# Gelling or Not Gelling



## islandgirl88 (Apr 26, 2012)

Can someone please help me understand why you may want to gel your batch and why you may not want to?

I guess i don't understand the difference in the end result. 

The CP soap class i took didnt actually go over gelling (which kind of annoyed me). I didnt even find out about it until i started reading more about CP process online. 

But i still can't figure out when you would want to gel or not gel. 

Thanks!


----------



## FOhoarder (Apr 26, 2012)

Here's a great video to watch.....

[ame="http://www.youtube.com/watch?v=hHD7aC4t75w"]http://www.youtube.com/watch?v=hHD7aC4t75w[/ame]

In fact she has ALL great videos so check them out!


----------



## new12soap (Apr 26, 2012)

Hopefully someone with more experience and a broader knowledge base will come along soon, but in the meantime I will share what little I know...

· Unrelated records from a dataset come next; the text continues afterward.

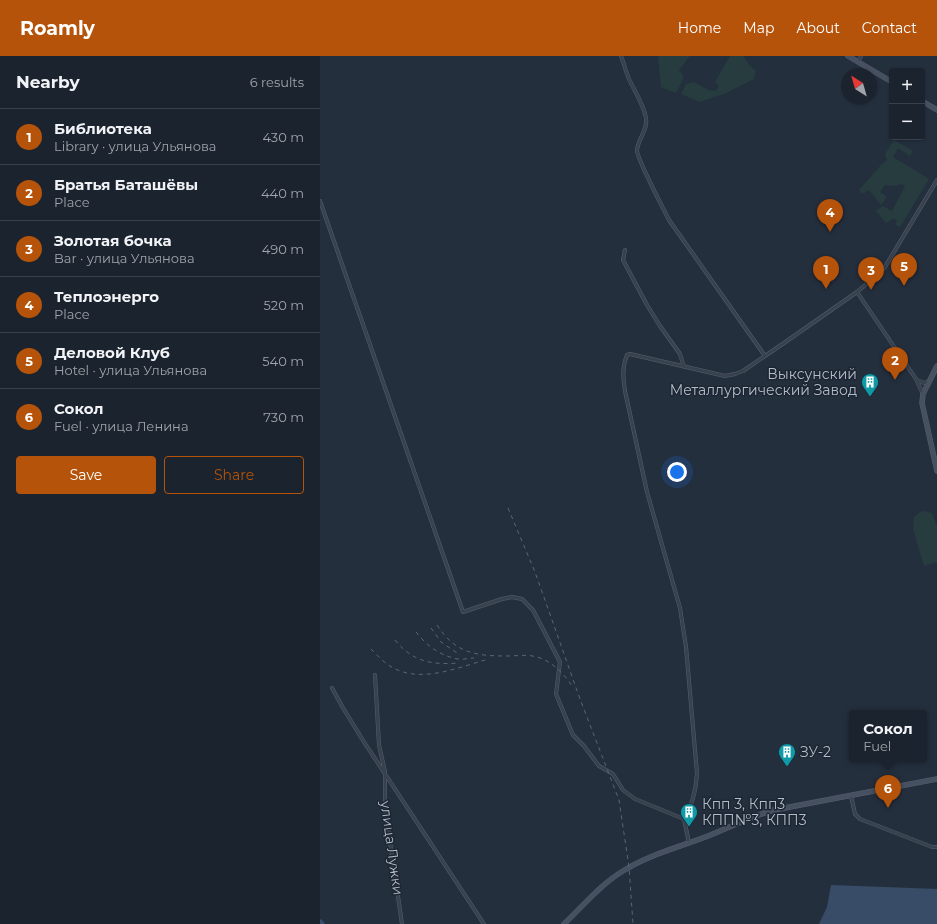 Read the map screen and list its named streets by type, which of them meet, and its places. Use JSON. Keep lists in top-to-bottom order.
{
  "streets": {
    "street": ["улица Лужки"]
  },
  "places": {
    "building": ["Выксунский Металлургический Завод", "ЗУ-2", "Кпп 3, Кпп3 КПП№3, КПП3"]
  },
  "north": "top left",
  "page": {
    "header": "Roamly",
    "nav": [
      "Home",
      "Map",
      "About",
      "Contact"
    ],
    "heading": ["Nearby", "6 results"],
    "map_buttons": ["+", "−"],
    "list": [
      {
        "mark": "1",
        "name": "Библиотека",
        "note": "Library · улица Ульянова",
        "value": "430 m"
      },
      {
        "mark": "2",
        "name": "Братья Баташёвы",
        "note": "Place",
        "value": "440 m"
      },
      {
        "mark": "3",
        "name": "Золотая бочка",
        "note": "Bar · улица Ульянова",
        "value": "490 m"
      },
      {
        "mark": "4",
        "name": "Теплоэнерго",
        "note": "Place",
        "value": "520 m"
      },
      {
        "mark": "5",
        "name": "Деловой Клуб",
        "note": "Hotel · улица Ульянова",
        "value": "540 m"
      },
      {
        "mark": "6",
        "name": "Сокол",
        "note": "Fuel · улица Ленина",
        "value": "730 m"
      }
    ],
    "pins": [
      "4",
      "5",
      "1",
      "3",
      "2",
      "6"
    ],
    "buttons": ["Save", "Share"],
    "popup": ["Сокол", "Fuel"]
  }
}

Gel phase is what happens when the chemical reaction of the saponification process reaches a certain temperature, and the soap takes on the appearance of vaseline. It's all part of the lye interacting with the fat to create soap. That's why you sometimes insulate CP soap, to help the temperature bring the soap to gel, or you sometimes put it in the oven. I hot process in the crockpot, so I force my soap through the gel phase to completely saponify it before I pour it into molds.

The problem with the gel phase with certain soaps is the temperature. If you are making a soap higher in sugars, like a milk soap or a beer soap, or something with honey, the higher temps can carmelize or even burn the sugars, making the soap a darker color, changing the scent, or even potentially scorching the soap. In that case you may not want your soap to gel, so you would pop it in the fridge or freezer to cool the temperature and drastically slow down the initial saponification process. Your soap will still "cure" and fully saponify, it may just take a little longer.

I am sure there are other reasons, too, but that is my basic understanding of the gel phase.

ETA: Oops! Sorry FOHoarder, I thought I was the first responder. See? Someone else more knowledgeable came along


----------



## islandgirl88 (Apr 26, 2012)

Thank you both! I watched the video and that helped a little. I want a creamier look to my bars, so i'm guessing that i should probably not gel my soap then?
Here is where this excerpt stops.